But Gen Ashfaq Parvez Kayani has walked away from everything and the poor politicians, led by Asif Zardari and Mian Nawaz Sharif, have been left with the dirty task of sweeping the stables and washing the left over dirty linen. Still it would be a right thing if the Army decided to correct the situation even now, unless they do not want to take the heat to a point in a few months when the generals will be sucked in, walking in like saviours to save the situation, like it has been happening in the past. Honesty and sincerity demands that the present Army generals put in their bit to help correct the distortions left over by Musharraf. They are the ones with guns to implement decisions. This time their efforts would be in the interest of Pakistan, as against using that power to perpetrate the interests of one man, one general or one junta. I am prepared to offer the following sequence of steps that the Army must take before the politicians are handed over the full reins of the country, the presidency and the Prime Minister house included:
1) Since Gen Musharraf had imposed an emergency on Nov 3, as COAS, to suspend the Constitution, Gen Ashfaq Parvez Kayani should find a way to undo all that was wrongfully done. It is his responsibility.
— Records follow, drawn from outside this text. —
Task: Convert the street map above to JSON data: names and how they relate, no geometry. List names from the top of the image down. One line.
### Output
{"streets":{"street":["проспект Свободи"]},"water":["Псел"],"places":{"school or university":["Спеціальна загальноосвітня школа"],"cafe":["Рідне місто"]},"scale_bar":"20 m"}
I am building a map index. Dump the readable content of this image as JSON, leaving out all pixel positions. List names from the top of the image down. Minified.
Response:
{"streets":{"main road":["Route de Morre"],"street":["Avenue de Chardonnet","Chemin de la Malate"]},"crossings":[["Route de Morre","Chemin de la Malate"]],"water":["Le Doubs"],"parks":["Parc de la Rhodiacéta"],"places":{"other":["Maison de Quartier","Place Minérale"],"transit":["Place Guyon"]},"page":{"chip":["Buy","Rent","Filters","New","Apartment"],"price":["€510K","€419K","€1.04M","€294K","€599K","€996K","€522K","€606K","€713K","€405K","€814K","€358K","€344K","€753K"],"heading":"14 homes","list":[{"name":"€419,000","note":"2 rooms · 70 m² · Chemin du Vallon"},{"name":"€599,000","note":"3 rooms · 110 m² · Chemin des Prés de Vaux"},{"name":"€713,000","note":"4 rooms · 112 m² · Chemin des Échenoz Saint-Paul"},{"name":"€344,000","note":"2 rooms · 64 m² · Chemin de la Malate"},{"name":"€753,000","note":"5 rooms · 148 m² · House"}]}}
2) Kayani should use his influence to restore the judges to the Nov 2 position, because Musharraf threw them out fearing a judgment against him and as the politicians would never be able to reach a consensus in view of their own insecurities and vulnerabilities. It is also a known fact that Gen Kayani did not appear in the Supreme Court to give testimony against the deposed chief justice when the Supreme Court was hearing the case before July 20, 2007. It has been reported, and not denied, that Kayani was against the sacking of Justice Iftikhar Chaudhry when he was ISI director-general.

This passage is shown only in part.